» AVAILABLE RECORDS:
▽
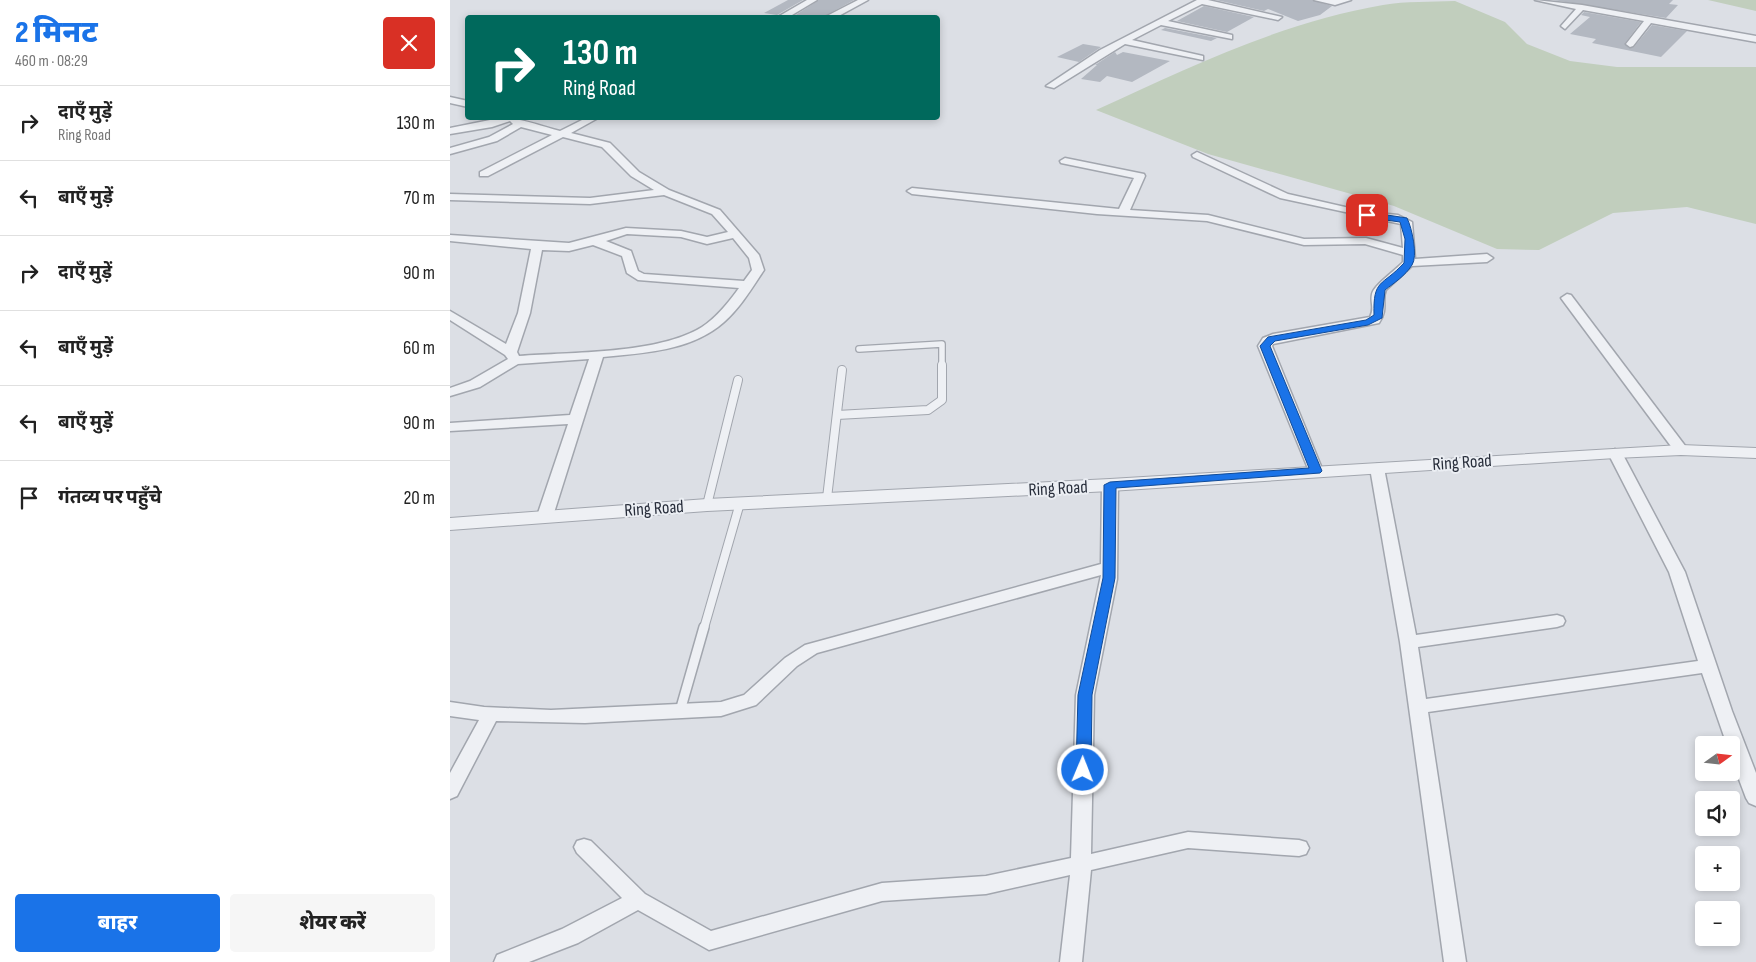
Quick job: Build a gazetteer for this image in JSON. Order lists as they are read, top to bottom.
{
  "streets": {
    "street": ["Ring Road"]
  },
  "north": "right",
  "page": {
    "heading": ["2 मिनट", "460 m · 08:29"],
    "turn": ["130 m", "Ring Road"],
    "list": [
      {
        "name": "दाएँ मुड़ें",
        "note": "Ring Road",
        "value": "130 m"
      },
      {
        "name": "बाएँ मुड़ें",
        "value": "70 m"
      },
      {
        "name": "दाएँ मुड़ें",
        "value": "90 m"
      },
      {
        "name": "बाएँ मुड़ें",
        "value": "60 m"
      },
      {
        "name": "बाएँ मुड़ें",
        "value": "90 m"
      },
      {
        "name": "गंतव्य पर पहुँचे",
        "value": "20 m"
      }
    ],
    "map_buttons": ["+", "−"],
    "buttons": ["बाहर", "शेयर करें"]
  }
}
△
Select from the material above each line in which the string "Road" appears, and list those lines.

    "street": ["Ring Road"]
    "turn": ["130 m", "Ring Road"],
        "note": "Ring Road",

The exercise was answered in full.